2007\03\21@080749 by wouter van ooijen

face picon face
> > I'm tired of robbing old modems for RJ connectors or having
> to leave
> > room for a DIP clip when using a DIP chip. So maybe time
> for pogo pin
> > ICSP setup.

Maybe consider either a SOIC chip + SOIC clip, or SOIC clip + 5-pin
header? I think either should take up less PCB area that a DIP chip.
Another approach I like is a 'DIP riser', easily made from a bunch of
round-pin sockets (or one round-pin socket and one wire-wrap-socket) or
a DIP/bandcable connector (but that can give problems with capacity on
the clock pins).

Wouter van Ooijen

-- -------------------------------------------
Van Ooijen Technische Informatica: http://www.voti.nl
consultancy, development, PICmicro products
docent Hogeschool van Utrecht: http://www.voti.nl/hvu



2007\03\21@082420 by Alan B. Pearce

face picon face
>one suggestion i've seen is to use some form of small surface
>mount connector for development then on production models don't
>populate it and use the pads it sat on for pogo pin programming..

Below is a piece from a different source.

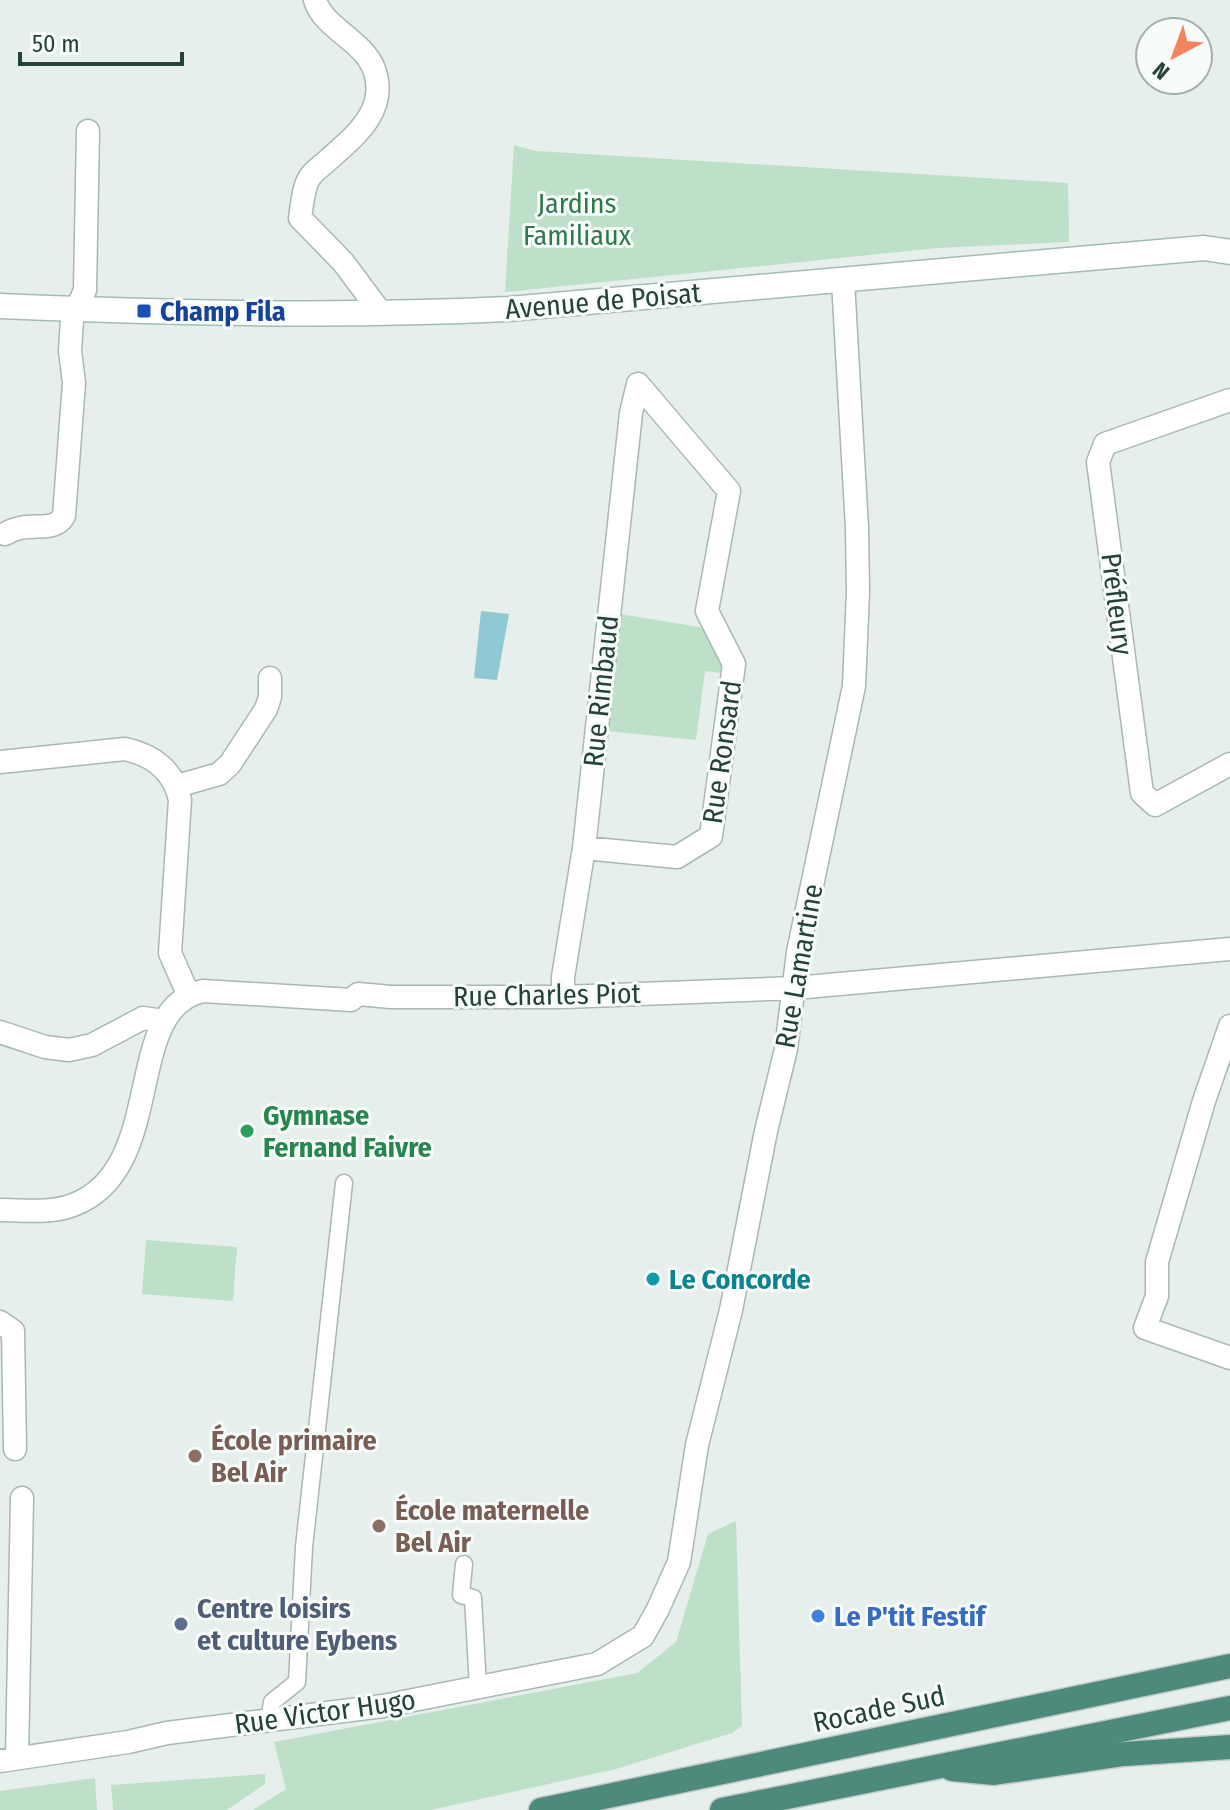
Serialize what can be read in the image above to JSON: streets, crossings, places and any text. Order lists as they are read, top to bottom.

One possibility I am looking at is to have the plug as part of the PCB, just
like an edge connector without gold plating, so that it will plug into an RJ
socket. The socket will need to have packing to make up the thickness of a
normal RJ plug, and the PCB may need sluts to accommodate the sides of the
socket to help keep it all aligned, but the slots could be minimised by
cutting out a significant portion of the sides of the RJ socket.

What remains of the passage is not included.